JCAR017 is an investigational immunotherapy being developed by Juno Therapeutics to treat patients with aggressive forms of B-cell non-Hodgkin’s lymphoma (NHL) who have not responded well to other treatments. A type of chimeric antigen receptor (CAR) T-cell therapy, JCAR017 uses the patient’s own immune cells to destroy cancer cells.

 How JCAR017 works

To make JCAR017 a patient’s own T-cells are harvested from a blood sample, then modified in the laboratory to recognize CD19, a protein found on the surface of cancerous B-cells. Scientists insert a gene into the cells to cause them to produce a CAR protein that detects CD19. When the modified T-cells are infused back into the patient’s bloodstream, they seek out and destroy CD19-positive cancer cells, causing the tumors to shrink.

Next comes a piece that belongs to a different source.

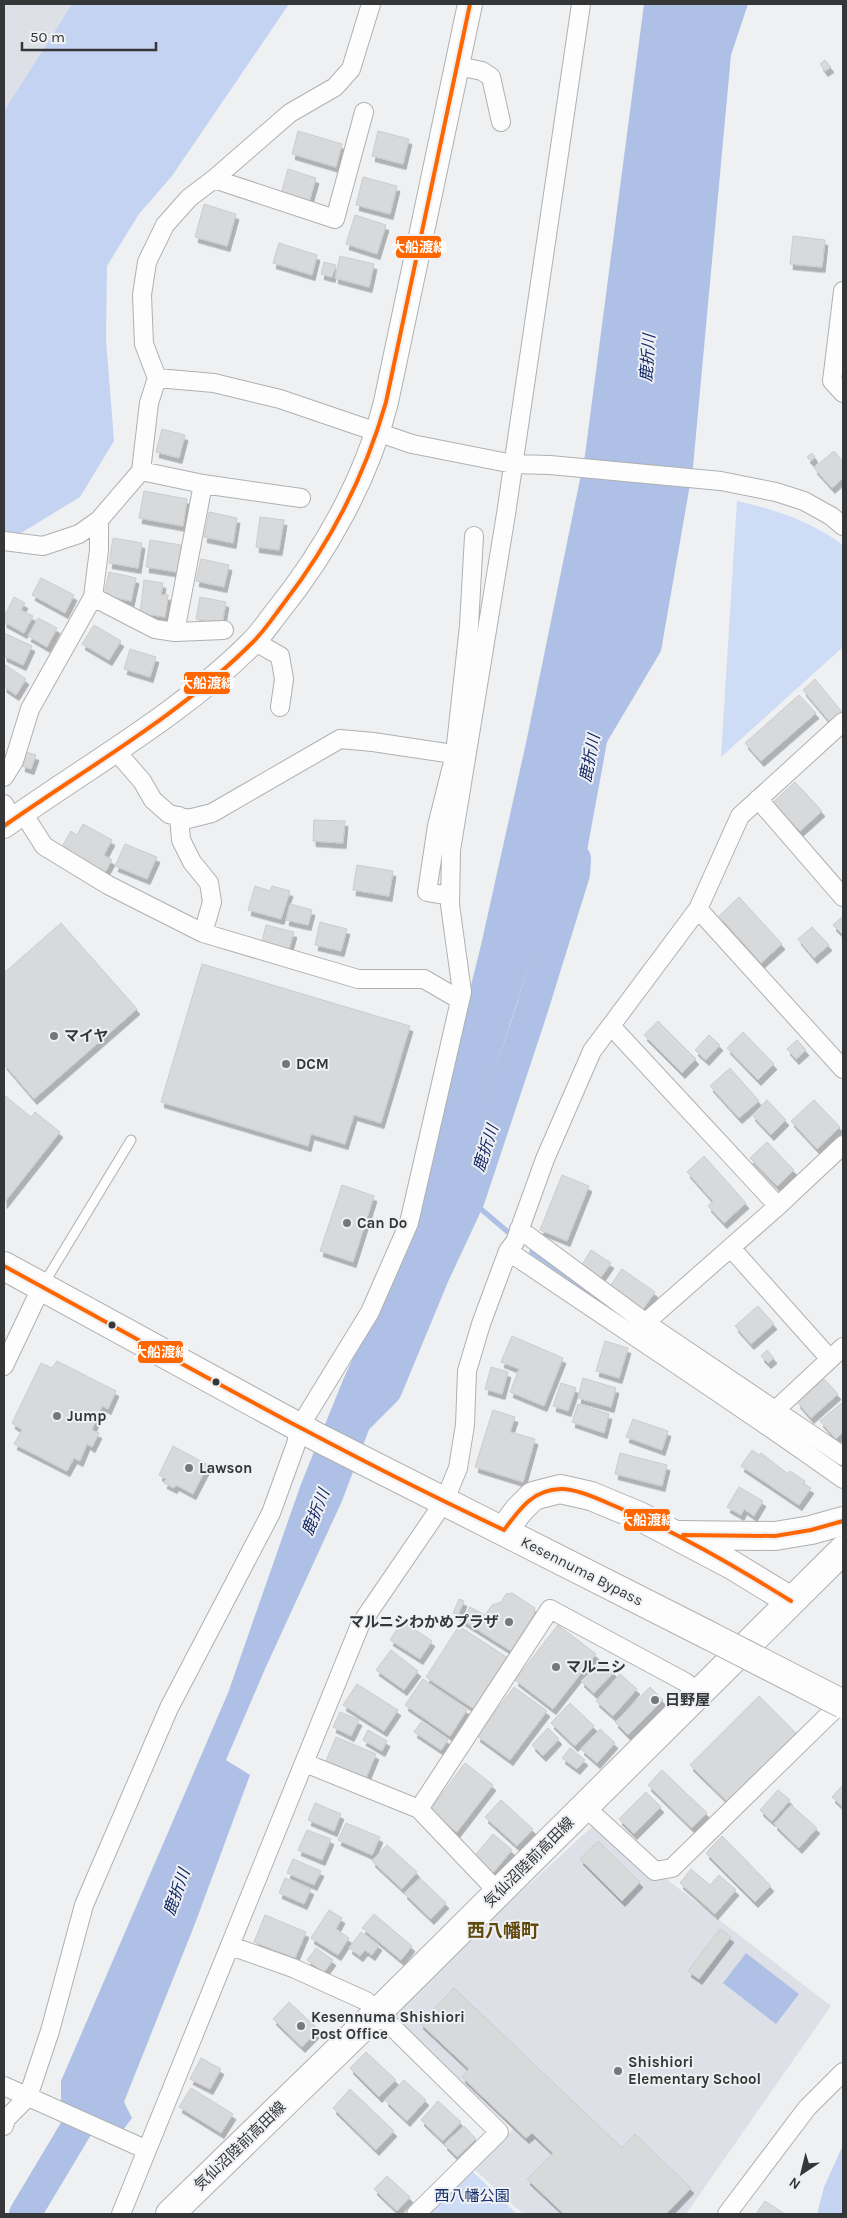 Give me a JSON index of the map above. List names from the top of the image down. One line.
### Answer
{"streets":{"main road":["Kesennuma Bypass","気仙沼陸前高田線"]},"districts":["西八幡町"],"water":["鹿折川"],"parks":["西八幡公園"],"places":["マイヤ","DCM","Can Do","Jump","Lawson","マルニシわかめプラザ","マルニシ","日野屋","Kesennuma Shishiori Post Office","Shishiori Elementary School"],"lines":["transit line 大船渡線"],"scale_bar":"50 m","north":"bottom left"}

JCAR017 differs from other types of CAR T-cell therapies that target CD19 because it balances the number of T-helper cells (the cells that coordinate seek-and-destroy missions), and killer T-cells (the cells that directly destroy the cancer cells). This is thought to optimize the drug’s anti-tumor activity while limiting its toxic side effects.

JCAR017 in clinical trials

An open-label, multicenter Phase 1 clinical trial called TRANSCEND (NCT02631044) is now examining whether JCAR017 is safe and effective in about 270 patients with forms of aggressive, relapsing or refractory B-cell NHL.  Refractory means that the cancer has not responded to any prior treatments, and relapsing means the cancer returned after a successful treatment.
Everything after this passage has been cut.